▶ _MATERIAL FOR THE TASK_
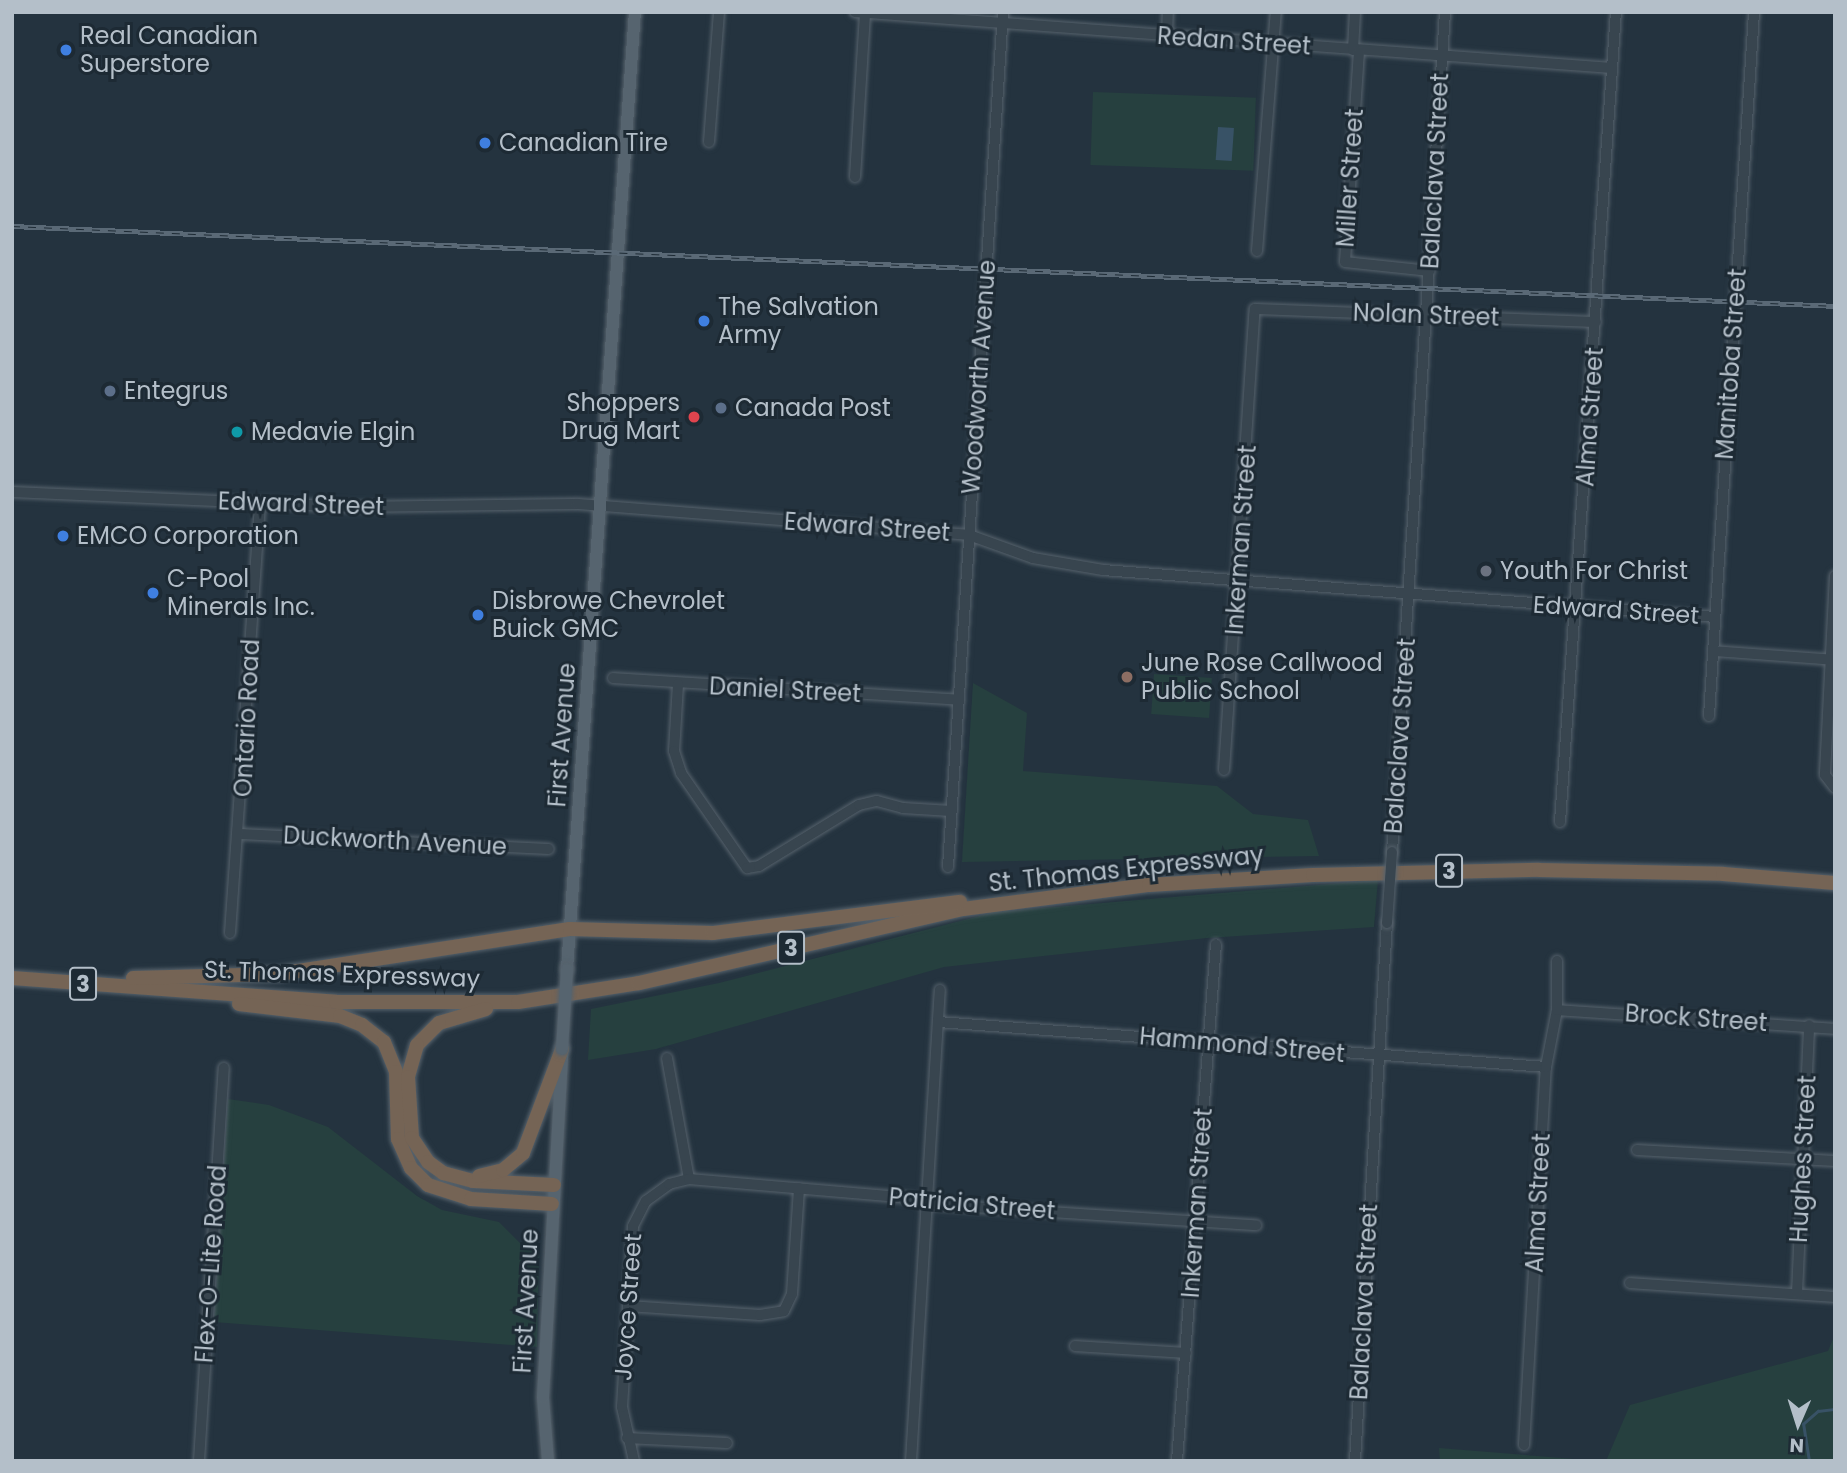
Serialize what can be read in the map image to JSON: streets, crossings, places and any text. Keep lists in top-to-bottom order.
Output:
{
  "streets": {
    "highway": ["St. Thomas Expressway", "3"],
    "main road": ["First Avenue"],
    "street": [
      "Redan Street",
      "Balaclava Street",
      "Miller Street",
      "Nolan Street",
      "Manitoba Street",
      "Woodworth Avenue",
      "Alma Street",
      "Edward Street",
      "Inkerman Street",
      "Daniel Street",
      "Ontario Road",
      "Duckworth Avenue",
      "Brock Street",
      "Hammond Street",
      "Hughes Street",
      "Patricia Street",
      "Flex-O-Lite Road",
      "Joyce Street"
    ]
  },
  "crossings": [
    ["Redan Street", "Balaclava Street"],
    ["Redan Street", "Miller Street"],
    ["Redan Street", "Woodworth Avenue"],
    ["Redan Street", "Alma Street"],
    ["Balaclava Street", "Miller Street"],
    ["Balaclava Street", "Nolan Street"],
    ["Balaclava Street", "Edward Street"],
    ["Balaclava Street", "Hammond Street"],
    ["Nolan Street", "Alma Street"],
    ["Nolan Street", "Inkerman Street"],
    ["Manitoba Street", "Edward Street"],
    ["Woodworth Avenue", "Edward Street"],
    ["Woodworth Avenue", "Daniel Street"],
    ["Alma Street", "Edward Street"],
    ["Alma Street", "Brock Street"],
    ["Alma Street", "Hammond Street"],
    ["Edward Street", "Inkerman Street"],
    ["Edward Street", "Ontario Road"],
    ["Edward Street", "First Avenue"],
    ["Inkerman Street", "Hammond Street"],
    ["Inkerman Street", "Patricia Street"],
    ["Ontario Road", "Duckworth Avenue"],
    ["Brock Street", "Hughes Street"],
    ["Patricia Street", "Joyce Street"]
  ],
  "places": [
    "Real Canadian Superstore",
    "Canadian Tire",
    "The Salvation Army",
    "Entegrus",
    "Canada Post",
    "Shoppers Drug Mart",
    "Medavie Elgin",
    "EMCO Corporation",
    "Youth For Christ",
    "C-Pool Minerals Inc.",
    "Disbrowe Chevrolet Buick GMC",
    "June Rose Callwood Public School"
  ],
  "north": "bottom"
}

▶ _INSTRUCTIONS FOR THE TASK_
A complete answer gives every line of the records holding "Canadian".

▶ _EXERCISE RESPONSE_
    "Real Canadian Superstore",
    "Canadian Tire",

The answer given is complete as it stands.